Weekly Round-up | Silver, Sword, Stone, and Getting Organized!

July 12 – July 18
Every week I create a round-up of my favorite reads and listens over the last 7 days. Some links go directly to articles and books, others go to my post with notes.

Getting Organized

“The system that meets your needs today will have to change tomorrow. That is not failure. That is life.”

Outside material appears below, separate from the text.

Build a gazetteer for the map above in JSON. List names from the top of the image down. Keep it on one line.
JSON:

One of the major projects on my list is organizing the paper archives of Kirkland Arts Center. This is no small task–with nearly 50 boxes of paper stuffs sitting around my office and the building at large. In this process I decided I needed to hire a consultant to get our grants in order. During one of my interviews, the Paper Solution by Lisa Woodruff was mentioned, and it was a really well timed read–not just for helping my work at Kirkland but also organizing my household now that I am combining my life with my now-husband more fully. The biggest take away in all of what Woodruff writes is grace — realizing that perfection is not achievable, that it is a perpetual process.

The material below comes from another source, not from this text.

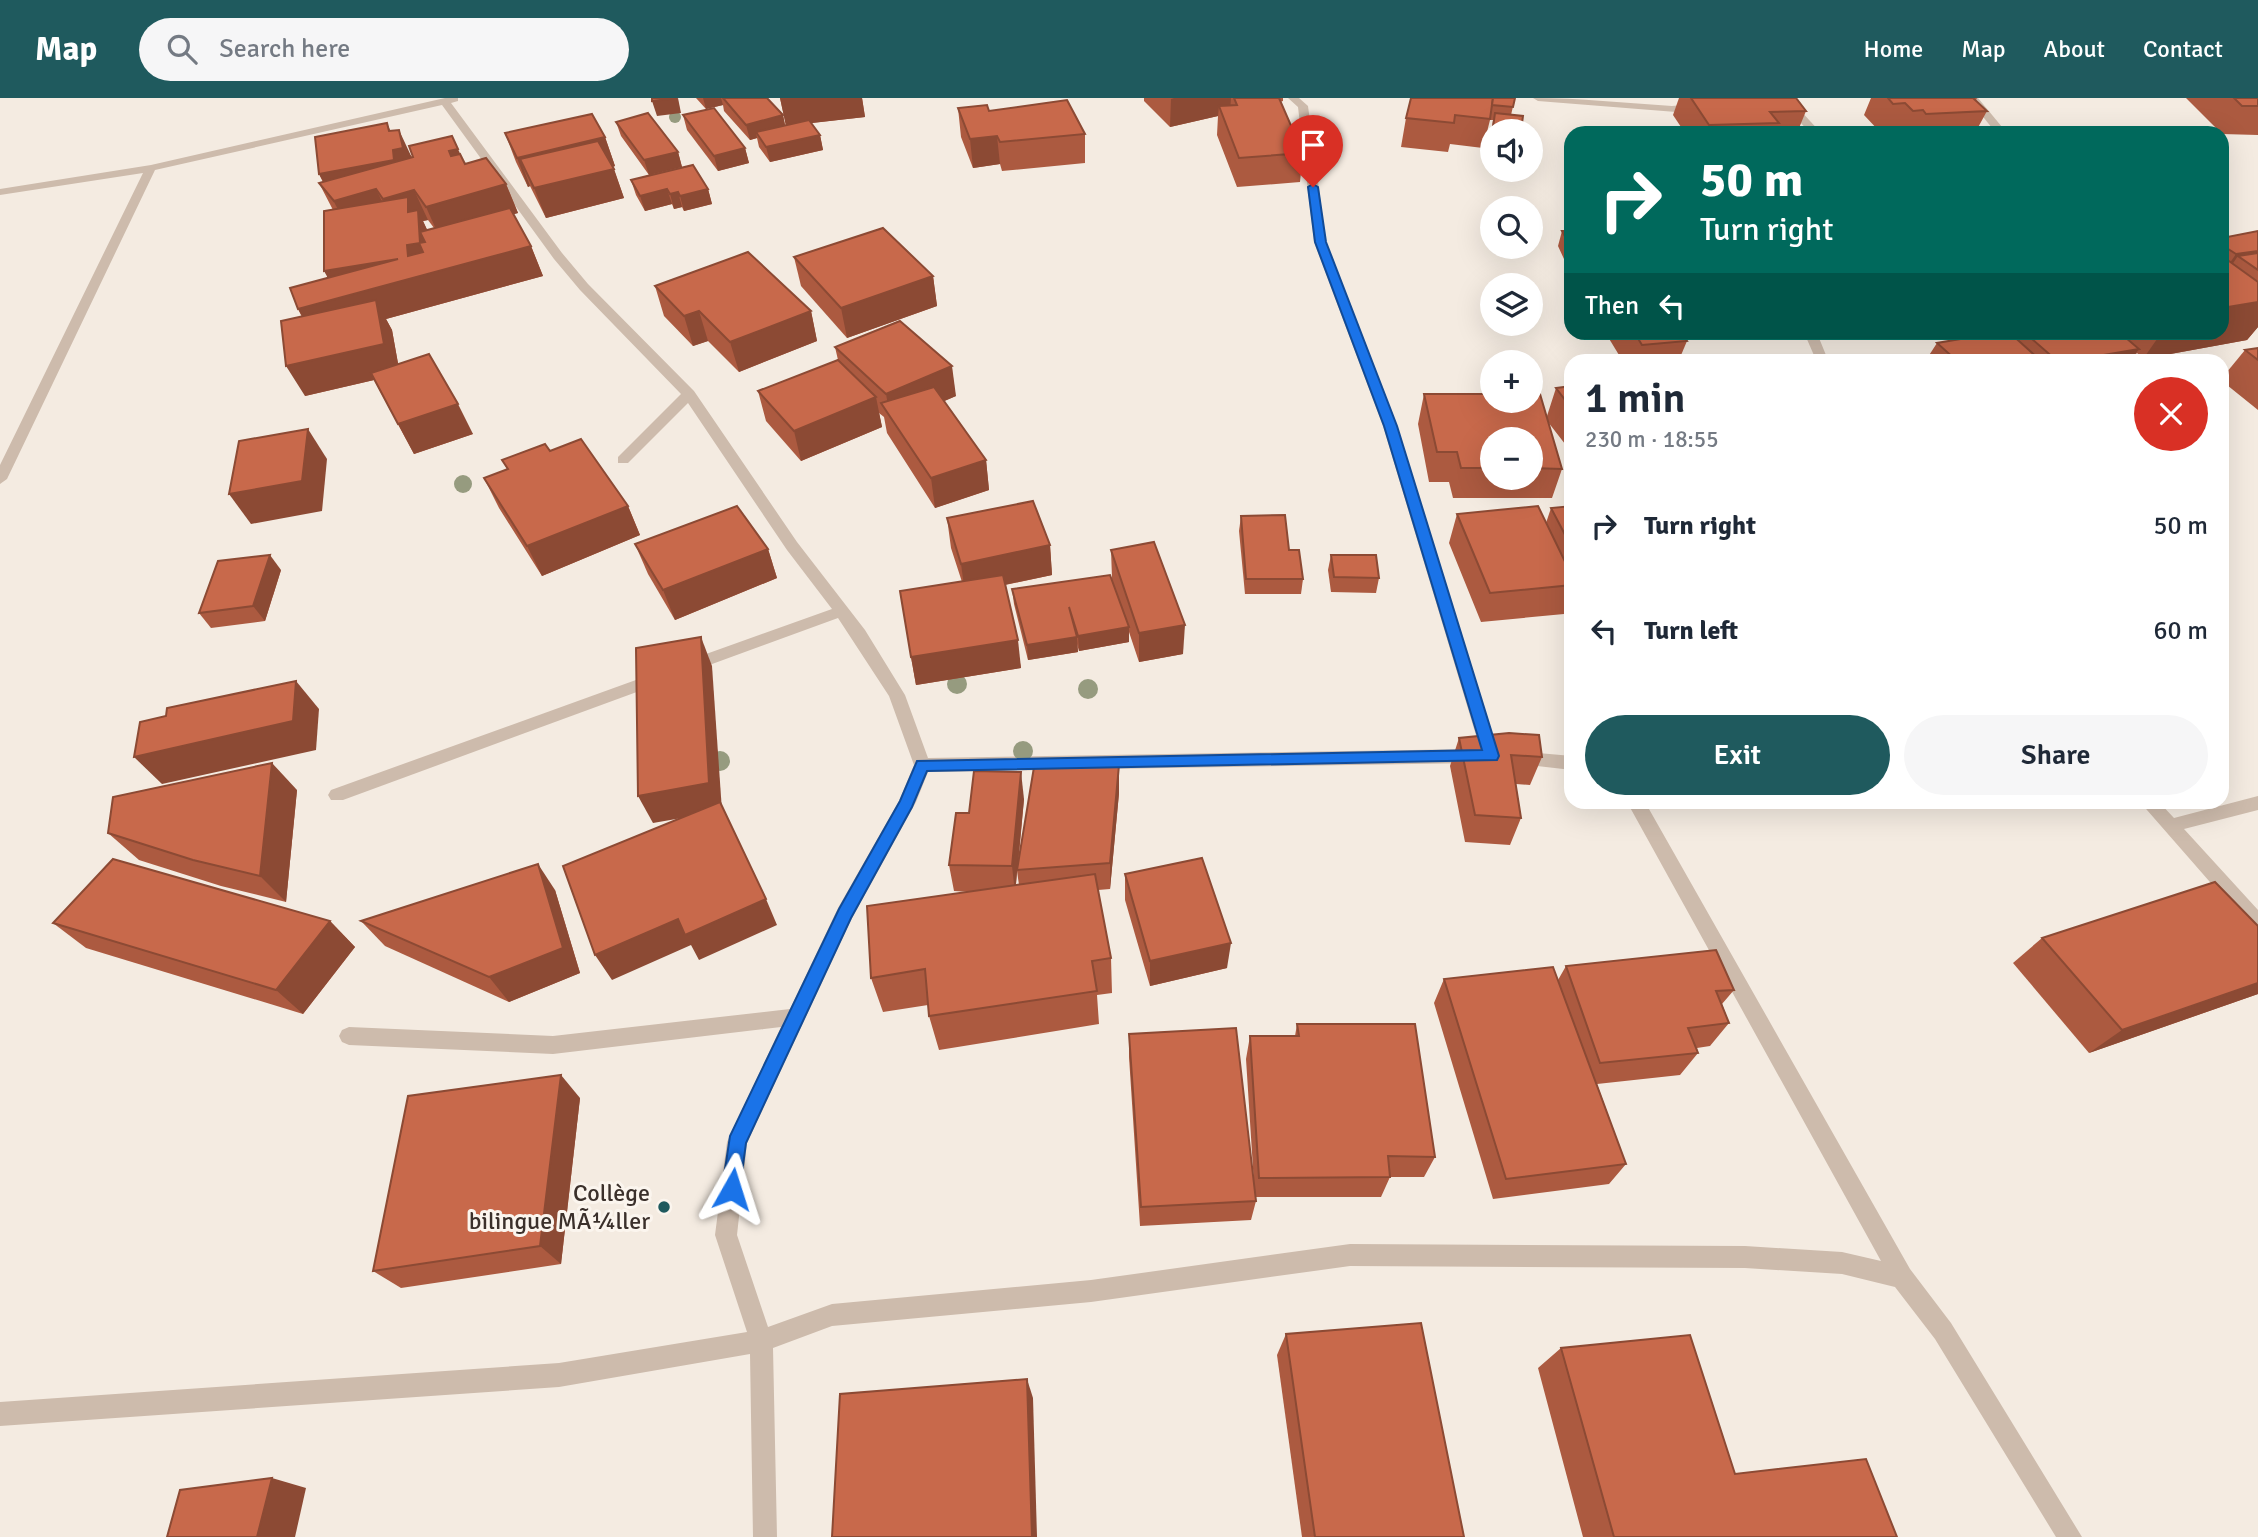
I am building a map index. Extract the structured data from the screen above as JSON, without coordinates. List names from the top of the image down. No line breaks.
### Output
{"places":["Collège bilingue MÃ¼ller"],"page":{"header":"Map","search":"Search here","nav":["Home","Map","About","Contact"],"map_buttons":["+","−"],"turn":["50 m","Turn right"],"then":"Then","heading":["1 min","230 m · 18:55"],"list":[{"name":"Turn right","value":"50 m"},{"name":"Turn left","value":"60 m"}],"buttons":["Exit","Share"]}}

Silver, Sword, and Stone of Latin America

My latest history kick is focused on the histories of Latin and south America–a highly neglected area of study that I’ve felt unsure how to access. After reading 1491, I jumped to When Montezuma Met Cortez. Both books, while excellent, where very dense and slightly difficult reads for someone with a limited orientation to that region and history of our world.

I just picked up Silver, Sword, and Stone by Marie Arana, which already is reading much more smoothly, and seems to encompasses history that spans from the 1400s-today.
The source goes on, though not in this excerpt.